First, it is because in hind-site I recognize a number of the features of the spiritual emergency I went through following my abrupt awakening in 1975 to point to my having episodes of temporal lope epilepsy. I often fell to the floor in seizure-like rigidity (however I never lost consciousness), I would be gripped for hours by the desire to write (hypergraphia). I probably qualified as being hyperreligous. I recall also the day I found myself sitting on my bed with no idea as to how I came to be there or why. When I went downstairs I found a wastebasket sitting in the middle of the living room- oh yes, I was cleaning house. Apparently, I had had a complex partial seizure and had wandered upstairs. To this day, there are times when it feels as if my brain is snapping and popping with electricity. It’s a strange feeling and I don’t understand how one could really perceive such activity. But, I know what I feel and I know I don’t like it.

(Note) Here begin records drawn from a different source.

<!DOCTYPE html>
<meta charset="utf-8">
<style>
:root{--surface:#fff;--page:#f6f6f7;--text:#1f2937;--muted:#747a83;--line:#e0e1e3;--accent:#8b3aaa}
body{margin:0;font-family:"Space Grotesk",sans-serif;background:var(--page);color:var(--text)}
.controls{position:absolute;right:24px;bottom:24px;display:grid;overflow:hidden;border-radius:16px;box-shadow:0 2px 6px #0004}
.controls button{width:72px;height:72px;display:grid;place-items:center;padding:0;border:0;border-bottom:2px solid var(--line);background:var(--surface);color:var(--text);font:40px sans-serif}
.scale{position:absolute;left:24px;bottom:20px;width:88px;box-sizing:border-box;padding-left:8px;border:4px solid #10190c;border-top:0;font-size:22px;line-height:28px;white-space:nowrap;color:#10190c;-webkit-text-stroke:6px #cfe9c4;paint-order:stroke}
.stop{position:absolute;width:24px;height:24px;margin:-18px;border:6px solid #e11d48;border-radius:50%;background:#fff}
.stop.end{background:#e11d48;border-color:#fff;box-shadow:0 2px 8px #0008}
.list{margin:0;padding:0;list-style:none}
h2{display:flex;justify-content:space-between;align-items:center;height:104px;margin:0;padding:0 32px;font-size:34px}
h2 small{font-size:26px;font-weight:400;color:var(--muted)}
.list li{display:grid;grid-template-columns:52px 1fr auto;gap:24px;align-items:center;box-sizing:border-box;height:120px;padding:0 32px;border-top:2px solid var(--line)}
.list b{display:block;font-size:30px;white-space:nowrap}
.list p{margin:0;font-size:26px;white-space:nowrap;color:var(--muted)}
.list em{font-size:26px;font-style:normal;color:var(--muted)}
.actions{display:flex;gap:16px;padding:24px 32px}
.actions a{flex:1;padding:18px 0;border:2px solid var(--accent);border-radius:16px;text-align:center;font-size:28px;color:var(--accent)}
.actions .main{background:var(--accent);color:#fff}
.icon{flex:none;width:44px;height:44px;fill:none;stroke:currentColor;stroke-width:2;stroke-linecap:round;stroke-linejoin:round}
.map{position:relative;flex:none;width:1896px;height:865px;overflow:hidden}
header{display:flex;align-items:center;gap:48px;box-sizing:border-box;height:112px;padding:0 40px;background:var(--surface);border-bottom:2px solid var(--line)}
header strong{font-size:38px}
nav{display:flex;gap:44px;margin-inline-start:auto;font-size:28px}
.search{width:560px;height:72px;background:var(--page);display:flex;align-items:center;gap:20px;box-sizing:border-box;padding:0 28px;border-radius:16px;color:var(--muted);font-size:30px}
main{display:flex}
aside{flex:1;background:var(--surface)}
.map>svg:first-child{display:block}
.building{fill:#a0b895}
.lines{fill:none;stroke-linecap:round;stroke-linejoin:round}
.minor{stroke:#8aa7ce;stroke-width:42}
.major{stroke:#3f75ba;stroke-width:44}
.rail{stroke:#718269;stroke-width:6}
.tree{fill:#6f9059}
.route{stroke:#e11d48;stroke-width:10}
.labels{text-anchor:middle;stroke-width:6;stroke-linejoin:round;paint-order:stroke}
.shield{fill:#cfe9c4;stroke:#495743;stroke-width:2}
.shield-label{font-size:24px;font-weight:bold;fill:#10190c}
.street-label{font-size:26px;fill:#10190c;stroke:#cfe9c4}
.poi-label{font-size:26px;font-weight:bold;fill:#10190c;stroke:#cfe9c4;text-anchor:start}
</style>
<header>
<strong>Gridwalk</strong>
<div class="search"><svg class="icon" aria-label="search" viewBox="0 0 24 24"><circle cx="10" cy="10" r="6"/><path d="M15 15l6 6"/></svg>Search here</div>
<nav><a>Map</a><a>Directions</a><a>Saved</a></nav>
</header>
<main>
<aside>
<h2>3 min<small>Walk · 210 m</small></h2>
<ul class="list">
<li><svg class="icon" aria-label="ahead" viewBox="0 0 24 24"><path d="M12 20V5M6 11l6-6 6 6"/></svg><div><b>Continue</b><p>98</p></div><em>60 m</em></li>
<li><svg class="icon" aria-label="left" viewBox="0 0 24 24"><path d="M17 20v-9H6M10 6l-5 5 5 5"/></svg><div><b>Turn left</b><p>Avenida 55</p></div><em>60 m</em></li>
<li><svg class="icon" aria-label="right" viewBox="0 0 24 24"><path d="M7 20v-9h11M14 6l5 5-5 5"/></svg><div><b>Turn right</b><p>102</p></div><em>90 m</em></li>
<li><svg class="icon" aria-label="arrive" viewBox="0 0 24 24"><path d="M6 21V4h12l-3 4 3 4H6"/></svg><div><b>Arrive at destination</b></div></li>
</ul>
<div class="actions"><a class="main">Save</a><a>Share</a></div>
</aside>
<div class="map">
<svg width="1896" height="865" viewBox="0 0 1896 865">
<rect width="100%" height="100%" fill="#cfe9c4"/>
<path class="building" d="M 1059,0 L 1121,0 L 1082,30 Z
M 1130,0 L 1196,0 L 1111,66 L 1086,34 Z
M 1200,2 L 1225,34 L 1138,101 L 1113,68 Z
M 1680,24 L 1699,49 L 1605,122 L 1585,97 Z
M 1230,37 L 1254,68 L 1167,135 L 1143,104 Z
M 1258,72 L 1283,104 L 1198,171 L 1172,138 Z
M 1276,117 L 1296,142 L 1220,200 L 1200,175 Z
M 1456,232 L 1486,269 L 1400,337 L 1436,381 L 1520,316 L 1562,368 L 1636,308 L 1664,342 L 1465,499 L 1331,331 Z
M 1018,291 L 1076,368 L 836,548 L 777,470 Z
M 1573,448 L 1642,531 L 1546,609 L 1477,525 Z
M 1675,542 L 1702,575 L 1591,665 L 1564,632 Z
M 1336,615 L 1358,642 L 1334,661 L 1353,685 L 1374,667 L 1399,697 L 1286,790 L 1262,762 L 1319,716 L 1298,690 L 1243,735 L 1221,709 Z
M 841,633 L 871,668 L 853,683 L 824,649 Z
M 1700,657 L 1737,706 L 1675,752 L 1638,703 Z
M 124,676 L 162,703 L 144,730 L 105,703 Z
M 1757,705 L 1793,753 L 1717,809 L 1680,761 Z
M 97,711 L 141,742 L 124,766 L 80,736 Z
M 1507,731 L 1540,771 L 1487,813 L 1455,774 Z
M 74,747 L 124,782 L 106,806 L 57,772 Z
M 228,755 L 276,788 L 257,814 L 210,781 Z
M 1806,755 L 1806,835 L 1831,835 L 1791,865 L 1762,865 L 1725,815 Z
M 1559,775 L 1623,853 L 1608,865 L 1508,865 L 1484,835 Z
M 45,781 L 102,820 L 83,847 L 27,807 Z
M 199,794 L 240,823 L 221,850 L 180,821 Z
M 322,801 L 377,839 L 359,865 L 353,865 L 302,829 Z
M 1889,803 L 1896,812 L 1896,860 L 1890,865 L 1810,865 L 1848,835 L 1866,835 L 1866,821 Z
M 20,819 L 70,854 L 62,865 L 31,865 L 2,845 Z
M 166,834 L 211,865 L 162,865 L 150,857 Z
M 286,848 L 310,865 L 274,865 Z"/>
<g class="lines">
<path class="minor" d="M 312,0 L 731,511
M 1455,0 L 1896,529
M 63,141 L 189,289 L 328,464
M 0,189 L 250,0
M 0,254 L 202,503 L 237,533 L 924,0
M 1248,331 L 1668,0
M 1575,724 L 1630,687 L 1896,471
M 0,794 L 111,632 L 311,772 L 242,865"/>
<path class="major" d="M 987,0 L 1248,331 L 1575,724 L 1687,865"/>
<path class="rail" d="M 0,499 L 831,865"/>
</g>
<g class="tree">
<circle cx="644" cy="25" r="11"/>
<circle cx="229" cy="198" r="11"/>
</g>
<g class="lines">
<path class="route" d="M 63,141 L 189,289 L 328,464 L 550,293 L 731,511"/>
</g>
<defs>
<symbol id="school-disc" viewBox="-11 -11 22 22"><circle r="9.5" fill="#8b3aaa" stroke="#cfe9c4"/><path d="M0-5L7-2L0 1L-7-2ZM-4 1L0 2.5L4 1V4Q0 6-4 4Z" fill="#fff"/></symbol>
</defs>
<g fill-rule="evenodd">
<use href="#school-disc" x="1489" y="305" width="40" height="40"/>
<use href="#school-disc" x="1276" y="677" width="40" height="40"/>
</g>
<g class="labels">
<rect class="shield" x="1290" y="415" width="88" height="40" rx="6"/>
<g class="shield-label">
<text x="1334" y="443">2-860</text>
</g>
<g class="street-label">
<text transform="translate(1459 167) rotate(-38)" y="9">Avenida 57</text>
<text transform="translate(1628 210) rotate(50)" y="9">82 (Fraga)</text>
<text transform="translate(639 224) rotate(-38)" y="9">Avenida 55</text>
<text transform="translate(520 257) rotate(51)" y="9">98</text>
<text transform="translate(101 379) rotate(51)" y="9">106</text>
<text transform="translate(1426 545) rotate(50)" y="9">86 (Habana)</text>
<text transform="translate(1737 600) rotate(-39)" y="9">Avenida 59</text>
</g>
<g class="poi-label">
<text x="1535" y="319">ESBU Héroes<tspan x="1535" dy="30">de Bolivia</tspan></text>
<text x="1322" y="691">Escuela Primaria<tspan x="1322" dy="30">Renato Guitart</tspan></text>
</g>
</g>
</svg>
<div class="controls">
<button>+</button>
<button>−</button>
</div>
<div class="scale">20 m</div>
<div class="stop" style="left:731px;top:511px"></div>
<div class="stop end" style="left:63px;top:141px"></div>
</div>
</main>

Secondly, there are the rationales of why meditation may have this effect. In TM EEG coherence and synchrony have been linked to a higher state of consciousness. However, neural hyper-synchrony is also a defining feature of epilepsy. It’s argued that TM could either provoke seizures in meditation or long term as the brain is “chronically kindled” with hyper-activity that develops into epilepsy outside of meditation. Physiologically, TM has been found to enhance glutamate, an excitatory neurotransmitter that an give rise to kindling even in normal brains. TM also increases serotonin, a neurotransmitter with both facilitating and inhibitory effects on seizure.

Finally, it is interesting to watch the scientists who do research on Transcendental Meditation (TM) and who are devoted followers of the TM path. They are not about to admit that TM can do any harm. Yet, they want to argue that the technique has a powerful influence upon the body. To my thinking, anything that can have a powerful influence can also cause an “abnormal” reaction. TM does not have to benefit everyone, every time to qualify as very valuable. But, early on Maharishi made this broad and uncritically examined claim, and so his followers maintain that stance today. That’s disappointing to say the least.